Match 0 or 1 repetitions of the preceding expression.
expr1 | expr2
Matches either expr1 or expr2.
(…)
Indicates the start and end of a group.
^
Anchor to the start of the source string.
$
Anchor to the end of the source string.

In addition, any character that is not listed above will match itself.

For example:

regular expressions in C#

Our quick library reference lists useful classes and methods in the System.Text.RegularExpressions namespace. The function Regex.IsMatch() returns true if a match for a pattern is found anywhere in an input string:

Regex.IsMatch("one two three 123 four five", @"\d\d\d")  // returns true

Notice that the string containing the regular expression above is preceded by a @ character. That indicates that it is a verbatim string literal, in which backslashes are normal characters. For example, \n in a verbatim literal indicates two characters: a backslash and an n. (In an ordinary C# string literal, this would indicate a newline character). I generally recommend that you write all regular expressions in C# using verbatim literals. In ordinary string literals you would need to write each backslash twice (\\) to prevent it from being interpreted as an escape character, which would make your regular expressions harder to read.

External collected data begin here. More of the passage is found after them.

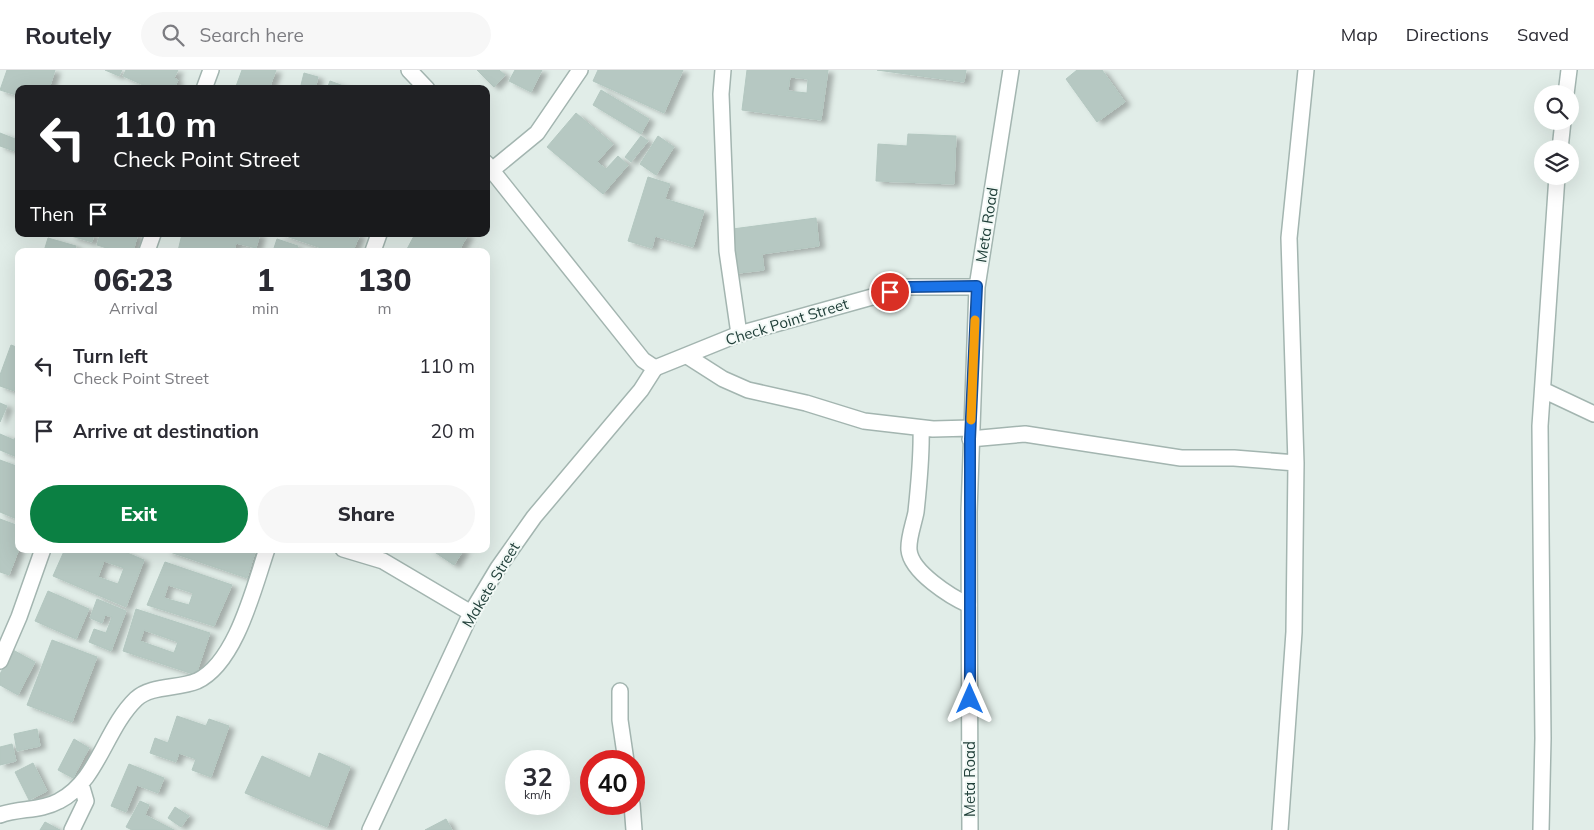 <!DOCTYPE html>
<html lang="en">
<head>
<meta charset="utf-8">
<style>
  :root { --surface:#fff; --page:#f7f7f7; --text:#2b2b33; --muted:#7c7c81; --line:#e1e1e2; --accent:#0b8043 }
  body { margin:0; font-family:Mulish,sans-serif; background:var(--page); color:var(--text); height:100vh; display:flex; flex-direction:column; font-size:19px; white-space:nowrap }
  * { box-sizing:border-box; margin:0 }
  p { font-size:16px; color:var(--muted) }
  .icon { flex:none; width:28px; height:28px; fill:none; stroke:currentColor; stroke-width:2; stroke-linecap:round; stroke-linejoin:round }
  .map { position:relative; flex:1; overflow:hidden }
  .sheet { position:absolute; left:15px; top:178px; width:475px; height:305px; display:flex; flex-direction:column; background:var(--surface); border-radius:10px; box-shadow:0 5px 20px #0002 }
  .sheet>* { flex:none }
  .guide { position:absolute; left:15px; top:15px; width:475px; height:152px; border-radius:10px; box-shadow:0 5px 20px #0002; background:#202124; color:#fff; overflow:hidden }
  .controls { position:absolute; left:1534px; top:15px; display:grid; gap:10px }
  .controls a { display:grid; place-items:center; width:45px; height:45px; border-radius:50%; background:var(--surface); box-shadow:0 5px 20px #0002; font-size:25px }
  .speed { position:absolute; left:505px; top:680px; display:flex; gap:10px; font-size:25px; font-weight:700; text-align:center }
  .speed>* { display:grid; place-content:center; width:65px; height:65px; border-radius:50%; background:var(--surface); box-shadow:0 5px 20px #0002; line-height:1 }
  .speed small { font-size:12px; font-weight:400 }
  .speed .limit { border:8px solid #d22; background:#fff; color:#111 }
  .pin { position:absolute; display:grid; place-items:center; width:42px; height:42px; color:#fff; margin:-21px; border:2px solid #fff; border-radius:50%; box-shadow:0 1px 5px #0007 }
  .me { position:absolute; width:55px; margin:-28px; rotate:0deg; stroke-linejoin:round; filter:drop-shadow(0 0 4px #0008) }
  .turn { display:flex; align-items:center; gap:18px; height:105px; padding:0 15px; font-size:22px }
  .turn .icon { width:65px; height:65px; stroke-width:2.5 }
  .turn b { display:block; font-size:35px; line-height:42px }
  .then { display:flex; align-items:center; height:48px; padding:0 15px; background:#0003; gap:10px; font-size:19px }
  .eta { display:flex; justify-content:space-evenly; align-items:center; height:85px; text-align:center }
  .eta b { font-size:30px; font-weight:800; line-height:35px }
  .button { display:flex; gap:10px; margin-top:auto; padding:10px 15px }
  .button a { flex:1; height:58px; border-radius:30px; background:var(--accent); color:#fff; font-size:20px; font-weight:800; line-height:58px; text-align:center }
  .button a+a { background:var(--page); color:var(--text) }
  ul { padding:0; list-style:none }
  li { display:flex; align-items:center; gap:15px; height:65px; padding:0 15px }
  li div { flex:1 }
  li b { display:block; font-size:19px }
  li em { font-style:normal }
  header { display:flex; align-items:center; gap:30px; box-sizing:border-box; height:70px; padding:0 25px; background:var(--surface); border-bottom:1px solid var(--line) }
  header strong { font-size:24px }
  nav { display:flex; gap:28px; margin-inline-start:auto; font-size:18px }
  .search { width:350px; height:45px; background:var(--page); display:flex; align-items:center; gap:12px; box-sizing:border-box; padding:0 18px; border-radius:28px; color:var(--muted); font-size:19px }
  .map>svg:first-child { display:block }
  .building { fill:#b6c8c2; stroke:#b3c7c0; fill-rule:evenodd; filter:url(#shadow) }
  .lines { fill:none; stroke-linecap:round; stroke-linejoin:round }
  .minor-casing { stroke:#a3b5b0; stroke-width:18 }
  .tertiary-casing { stroke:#a3b5b0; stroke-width:18 }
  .minor { stroke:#fff; stroke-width:15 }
  .tertiary { stroke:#fff; stroke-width:15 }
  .route-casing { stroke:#114b97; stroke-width:12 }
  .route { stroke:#1a73e8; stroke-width:9 }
  .slow { stroke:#f59e0b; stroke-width:9 }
  .labels { text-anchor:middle; stroke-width:4; stroke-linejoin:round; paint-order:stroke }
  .street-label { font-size:15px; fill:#203f39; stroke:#f2f9f6 }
</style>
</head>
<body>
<header>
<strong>Routely</strong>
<div class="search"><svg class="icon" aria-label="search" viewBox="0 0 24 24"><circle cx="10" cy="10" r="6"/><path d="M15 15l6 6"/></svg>Search here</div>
<nav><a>Map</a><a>Directions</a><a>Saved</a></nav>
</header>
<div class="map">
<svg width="1594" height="760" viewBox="0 0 1594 760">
  <defs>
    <filter id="shadow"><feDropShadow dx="5.5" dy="3" stdDeviation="2.5" flood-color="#0004"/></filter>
  </defs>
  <rect width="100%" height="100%" fill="#e1ede8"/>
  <path class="building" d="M7 0H55L49 19H19V26L0 20Z
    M105 0H122L119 6Z
    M126 0H178L174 8 178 10 174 19H152L123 6Z
    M242 0H276L269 19H235Z
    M477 0H499L505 5 494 17Z
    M515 0H542L531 22 509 11Z
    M598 0H683L664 43 593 11Z
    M747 0H828L821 50 742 40ZM790 7 808 9 807 23 788 21Z
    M877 0H966L964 12Z
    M1077 0H1102L1125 32 1097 52 1066 9Z
    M304 3 318 7 315 19H300Z
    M330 11 352 19H327Z
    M601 20 649 49 641 64 593 35Z
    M576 43 613 74 597 92 606 99 618 86 628 95 603 124 547 77Z
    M0 63 18 70 14 81 0 76Z
    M908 64 956 66 954 114 876 111 878 74 907 76Z
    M641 66 648 71 631 92 625 87Z
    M658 66 674 77 656 105 640 94Z
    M648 107 670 114 665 129 704 141 693 177 655 166 652 178 628 171Z
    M816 148 819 176 762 184 764 200 731 204 725 160Z
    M71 164H94L92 172 71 166Z
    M100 164H138L133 181H117L97 175Z
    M182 164H260L256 178 236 173 234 181H178Z
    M280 164H360L353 181H330Z
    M415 164H468L459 181H406Z
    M48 168 76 176 75 181H44Z
    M277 169 298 176 296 181H273Z
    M11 275 19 278V308L14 321 0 316V305Z
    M0 333 7 336 0 352Z
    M19 360V388L0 380V364L14 370Z
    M0 390 19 397V450L0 442Z
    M0 449 19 456V479L9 505 0 502Z
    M65 479H118L144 490 126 537 53 506ZM104 491 124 498 118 514 98 507Z
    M168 479H256L247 508 167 481Z
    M430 479H464L454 495Z
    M165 492 232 515 214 556 147 535ZM168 515 193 523 189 535 164 528Z
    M48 521 89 539 76 569 35 551Z
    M97 529 126 541 111 581 89 572 94 559 106 563 112 547 105 545 102 553 90 548Z
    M136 539 210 563 196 605 123 581ZM144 560 178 572 174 583 140 571Z
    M52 570 97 587 72 652 27 635Z
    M13 580 35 592 18 625 0 615V604Z
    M177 646 206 656 209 649 229 656 211 707 192 700 196 689 179 683 176 692 150 683 155 668 168 673Z
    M37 659 40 676 17 681 14 664Z
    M74 669 89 678 73 708 58 700Z
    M12 674 16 691 0 695V677Z
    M319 683 350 697 327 757 245 723 262 686 310 708Z
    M33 693 47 721 29 730 15 702Z
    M129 694 164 708 158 723 137 715 126 742 111 736Z
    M140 731 149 735 145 745 174 760H132L126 757Z
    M175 737 189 746 181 757 168 748Z
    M446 749 452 760H425Z
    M45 752 60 760H40Z"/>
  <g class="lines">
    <defs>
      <path id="minor" d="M723 0 721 24 727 181 739 264
        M204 19 211 0
        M1566 24 1569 0
        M1560 79 1563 51
        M492 100 537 63 580 0
        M147 181 153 164
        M373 181 379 164
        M687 286 723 309 748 320 806 333 864 351 933 359 971 358
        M1543 320 1594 344
        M921 358C922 386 919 414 916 442 914 453 908 468 909 480 911 502 951 527 969 535
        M970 369 1025 364 1181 388H1234L1296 393
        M343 479 383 491 471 543
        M0 591 19 547 43 479
        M620 621V650L626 691
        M632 734 634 760
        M0 745C19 738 41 741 59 731 98 711 105 659 136 629 151 615 178 619 197 611 236 593 254 517 267 479
        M72 760 86 731 81 714
        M370 760 471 543 498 498 534 447 641 320 655 298
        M1280 760 1294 562 1296 393 1289 168 1306 0
        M1541 760 1543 668 1540 356 1557 106"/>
      <path id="tertiary" d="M409 0 427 19
        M486 93 643 290 655 298 739 264 908 217H977
        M970 760 969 442 977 217 1011 0"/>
    </defs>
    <use href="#minor" class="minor-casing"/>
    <use href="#tertiary" class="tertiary-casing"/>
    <use href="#minor" class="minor"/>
    <use href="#tertiary" class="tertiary"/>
  </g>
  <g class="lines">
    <defs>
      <path id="route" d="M890 222 908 217 977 216 970 369V629"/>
    </defs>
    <use href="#route" class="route-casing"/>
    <use href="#route" class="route"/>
    <path class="slow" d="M971 350 975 250"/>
  </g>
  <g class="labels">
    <g class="street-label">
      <text transform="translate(987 155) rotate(-81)" y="5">Meta Road</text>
      <text transform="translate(787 252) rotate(-17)" y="5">Check Point Street</text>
      <text transform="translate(491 515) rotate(-59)" y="5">Makete Street</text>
      <text transform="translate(970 709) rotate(-90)" y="5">Meta Road</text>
    </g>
  </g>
</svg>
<div class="controls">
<a><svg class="icon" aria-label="search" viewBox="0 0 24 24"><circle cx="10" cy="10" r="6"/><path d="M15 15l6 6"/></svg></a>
<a><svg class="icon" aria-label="layers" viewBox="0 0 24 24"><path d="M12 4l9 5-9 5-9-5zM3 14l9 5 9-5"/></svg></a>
</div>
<div class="speed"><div>32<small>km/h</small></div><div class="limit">40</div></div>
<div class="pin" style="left:890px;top:222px;background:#d93025"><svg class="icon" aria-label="arrive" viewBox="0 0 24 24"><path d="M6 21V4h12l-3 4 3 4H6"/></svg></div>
<svg class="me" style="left:970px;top:629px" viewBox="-20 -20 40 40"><path d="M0-17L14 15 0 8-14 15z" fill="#1a73e8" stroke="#fff" stroke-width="4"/></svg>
<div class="guide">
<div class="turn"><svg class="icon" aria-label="left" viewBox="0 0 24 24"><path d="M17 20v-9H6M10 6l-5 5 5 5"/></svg><div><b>110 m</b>Check Point Street</div></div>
<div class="then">Then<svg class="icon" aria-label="arrive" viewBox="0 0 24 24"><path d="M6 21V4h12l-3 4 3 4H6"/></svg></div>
</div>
<section class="sheet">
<div class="eta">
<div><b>06:23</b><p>Arrival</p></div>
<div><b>1</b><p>min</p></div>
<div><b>130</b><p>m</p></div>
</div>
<ul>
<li><svg class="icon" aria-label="left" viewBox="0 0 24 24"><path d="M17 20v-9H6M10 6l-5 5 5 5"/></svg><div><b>Turn left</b><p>Check Point Street</p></div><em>110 m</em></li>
<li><svg class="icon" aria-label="arrive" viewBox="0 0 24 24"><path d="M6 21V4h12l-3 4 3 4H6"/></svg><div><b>Arrive at destination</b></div><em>20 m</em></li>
</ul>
<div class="button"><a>Exit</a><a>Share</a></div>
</section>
</div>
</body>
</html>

The function Regex.Match() looks for a match in an input string, and returns a Match object. If the match succeeds, the returned object's Success property will be true, and the Value property will contain the text that matched:

Match m = Regex.Match("one two three 123 four five", @"\d\d\d");
if (m.Success)
    WriteLine(m.Value);

The function Regex.Matches() looks for all matches of a pattern in an input string, and returns a MatchCollection object that lists all the matches. A MatchCollection is iterable, and also allows you to access individual matches by index:

MatchCollection matches =
    Regex.Matches("dog cat pig horse bear", @"[^aeiou ][aeiou][^aeiou ]");
WriteLine(matches[0].Value);    // writes "dog"
WriteLine(matches[1].Value);    // writes "cat"

If a regular expression contains one or more groups, then the text that matched each group is accessible through a Match object's Groups collection:

Match m = Regex.Match("name = fred, age = 30", @"name = (\w+), age = (\w+)");
if (m.Success) {
    WriteLine(m.Groups[1].Value);   // writes "fred"
    WriteLine(m.Groups[2].Value);   // write "30"
}

optimization and profiling

Usually it's best to write a program in the simplest possible way at first, then optimize it later if necessary. If you try to make all parts of your program as fast as possible when you first write it, you may end up doing a lot of unnecessary work and making the program unnecessarily complicated. For this reason, the famous computer scientist Donald Knuth once said that "premature optimization is the root of all evil".

If you do need to optimize the code to make it faster, you should be aware that in most programs a small part of the code is the performance bottleneck. Optimizing other part of the code will probably have no discernable impact on performance. So if you want to make your program faster, you need to find out where that bottleneck is.

One quick and easy technique for finding your program's bottleneck is to press Ctrl+C in a debugger, then examine the call stack. It is likely (though not guaranteed) that at the moment you pressed Ctrl+C, execution was in the region of your code that is executed most frequently, i.e. the bottleneck.

Profiling code means analying its performance to find out which regions of code are using the most time and/or memory. You can manually profile your code by adding timing code that measures the execution time of functions or loops. This usually isn't too hard, and sometimes is the most flexible approach.

Alternatively, various tools exist that can profile your program, showing how much time is spent in each function or method. Some tools are based on sampling: they periodically interrupt your program to see where the call stack is at that moment. Other tools will instrument your code by adding instructions that measure timing.

sysprof is a useful system-wide sampling profiler for Linux systems.